> Exercise details:
Each entry is to be given again word for word; images are dropped.

> Listed entries:
◇ ◇ ◇ ◇ ◇

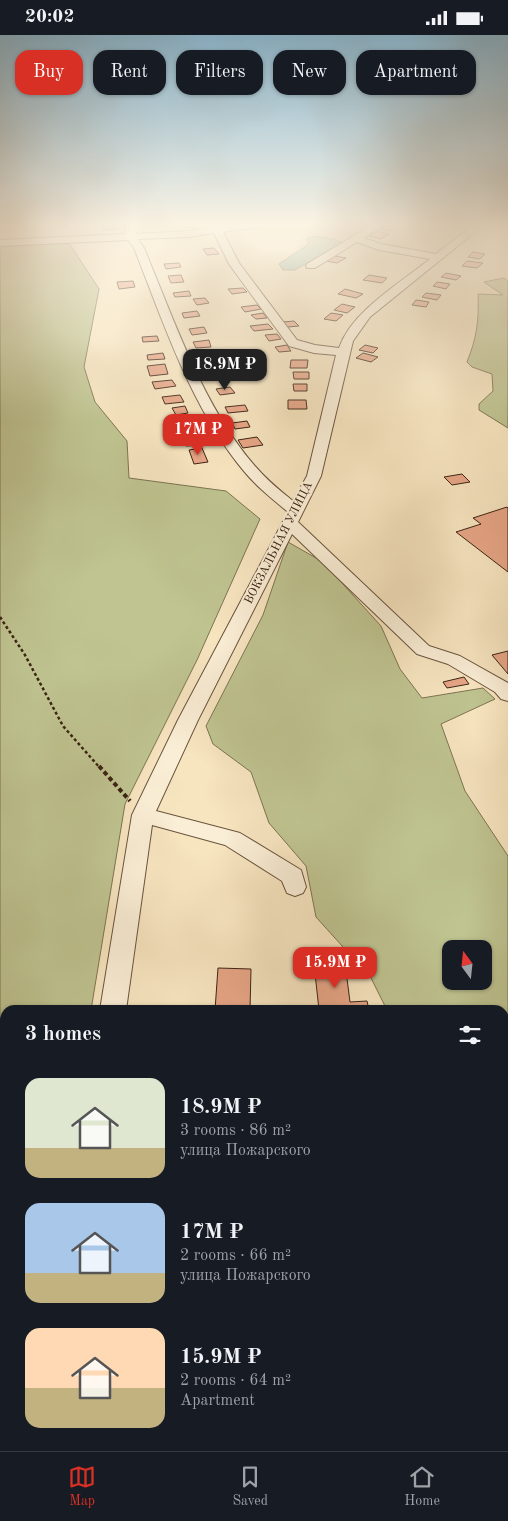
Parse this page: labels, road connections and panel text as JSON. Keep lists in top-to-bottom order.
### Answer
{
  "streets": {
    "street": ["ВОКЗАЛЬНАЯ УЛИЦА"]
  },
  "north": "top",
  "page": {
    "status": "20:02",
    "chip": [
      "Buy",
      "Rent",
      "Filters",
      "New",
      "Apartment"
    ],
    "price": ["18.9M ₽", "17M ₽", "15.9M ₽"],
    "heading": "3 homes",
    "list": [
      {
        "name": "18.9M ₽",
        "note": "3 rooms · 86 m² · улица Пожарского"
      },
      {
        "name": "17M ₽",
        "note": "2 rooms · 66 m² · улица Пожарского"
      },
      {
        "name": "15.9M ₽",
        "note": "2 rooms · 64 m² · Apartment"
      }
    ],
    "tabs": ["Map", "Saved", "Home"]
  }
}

◇ ◇ ◇ ◇ ◇

> Response for this exercise:
Parse this page: labels, road connections and panel text as JSON. Keep lists in top-to-bottom order.
### Answer
{
  "streets": {
    "street": ["ВОКЗАЛЬНАЯ УЛИЦА"]
  },
  "north": "top",
  "page": {
    "status": "20:02",
    "chip": [
      "Buy",
      "Rent",
      "Filters",
      "New",
      "Apartment"
    ],
    "price": ["18.9M ₽", "17M ₽", "15.9M ₽"],
    "heading": "3 homes",
    "list": [
      {
        "name": "18.9M ₽",
        "note": "3 rooms · 86 m² · улица Пожарского"
      },
      {
        "name": "17M ₽",
        "note": "2 rooms · 66 m² · улица Пожарского"
      },
      {
        "name": "15.9M ₽",
        "note": "2 rooms · 64 m² · Apartment"
      }
    ],
    "tabs": ["Map", "Saved", "Home"]
  }
}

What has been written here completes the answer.